If you actually want to know how the script works - I refer you to Glen's original blog on the topic. The mechanism has not changed.

Without further ado...

''
'' ExMBspanPst.vbs
''
'' Based on a script from Glen Scales
'' http://gsexdev.blogspot.com/2007/01/exporting-mailbox-larger-then-2-gb-and.html
''
'' Requires Outlook Redemption, but not Outlook
'' http://www.dimastr.com/redemption
''
'' Fixes a few bugs:
''	orig. script didn't split at 16K messages in a folder
''	orig. script didn't report progress in 2, 3, ... n PSTs
''	orig. script could create two copies of a message in output PST
''	orig. script didn't send all status output to output file
''	orig. script didn't check for the presence of existing PST
'' Adds a feature or two:
''	accepts input mailbox as parameter
''	a number of stability improvements (error checks)
''	added "option explicit" and updated code for support of same
''	copies HiddenItems (Associated Items) and DeletedItems as well as normal items
'' Almost a full source reformat (so I could understand the code better)
'' Removed a fair bit of unused code (although I may have added more of my own)
'' Release resources whenever possible
'' Use RDO for all things, don't fall back to CDO
''
'' Update published with permission of Glen.
''
'' Michael B. Smith
'' The Essential Exchange
'' michael@TheEssentialExchange.com
''
Option Explicit

Dim mbMailbox      '' name of the mailbox (Exchange alias/mailNickname works best)
Dim servername     '' name of the Exchange server hosting the mailbox
Dim bfbaseFilename '' prefix used to name the new PST
Dim pfFilePath     '' directory in which to store PSTs

mbMailbox = WScript.Arguments(0)
''
'' these should be the only values you need to change
''
servername = "exchserver"
bfBaseFilename = "set1-" & mbMailbox
pfFilePath = "c:\temp\"
''
'' end change area
''

Dim fnFileName '' name of the output PST (set by CreatenewPst; uses pfFilePath, bfBasefileName and mbMailbox)
Dim fNumber    '' index of the output PST (will be updated to start at 1 by CreateNewPst)

fnFileName = ""
fNumber = 0

Dim doDictionaryObject '' scripting.dictionary, contains list of entry-ids present in current PST
Dim fso                '' scripting.filesystemobject
Dim RDOSession         '' redemption.rdosession

Set doDictionaryObject = CreateObject("Scripting.Dictionary")
Set fso                = CreateObject("Scripting.FileSystemObject")
set RDOSession         = CreateObject("Redemption.RDOSession")
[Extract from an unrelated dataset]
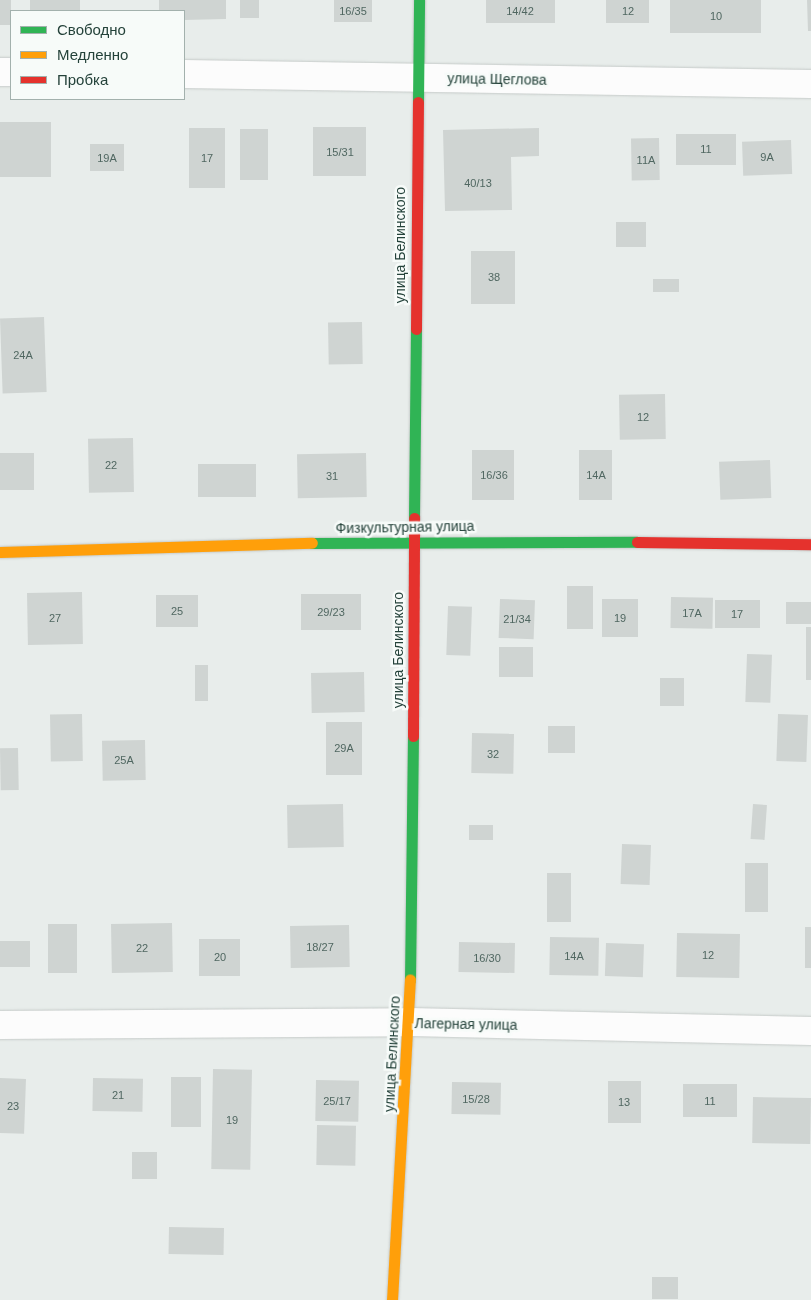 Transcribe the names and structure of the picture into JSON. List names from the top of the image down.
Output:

Dim tsize       '' the next time I report the size of the new PST (that is, it's calculated size)
Dim tnThreshold '' maximum size (in MB) of a PST, before I switch to a new one

tsize = 10
tnThreshold = 1800

Dim PST
Dim IPMRoot
Dim pfPstFile            '' object for the new PST
Dim PstRootFolder        '' object pointing to the root of the current PST

PST           = Empty    '' PST is the Redemption pointer to the PST
IPMRoot       = Empty    '' IPMRoot is the root of the IPM subtree in the mailbox
pfPstFile     = Empty    '' fso.GetFile(fnFileName) returns the object for this file

PstRootFolder = Empty    '' This variable never actually gets set, but removing it would've
                         '' called for refactoring too much code - when the code is fixed
                         '' to set this value properly, other stuff breaks. That's why the
                         '' return values are commented out in ProcessFolder[Root | Sub].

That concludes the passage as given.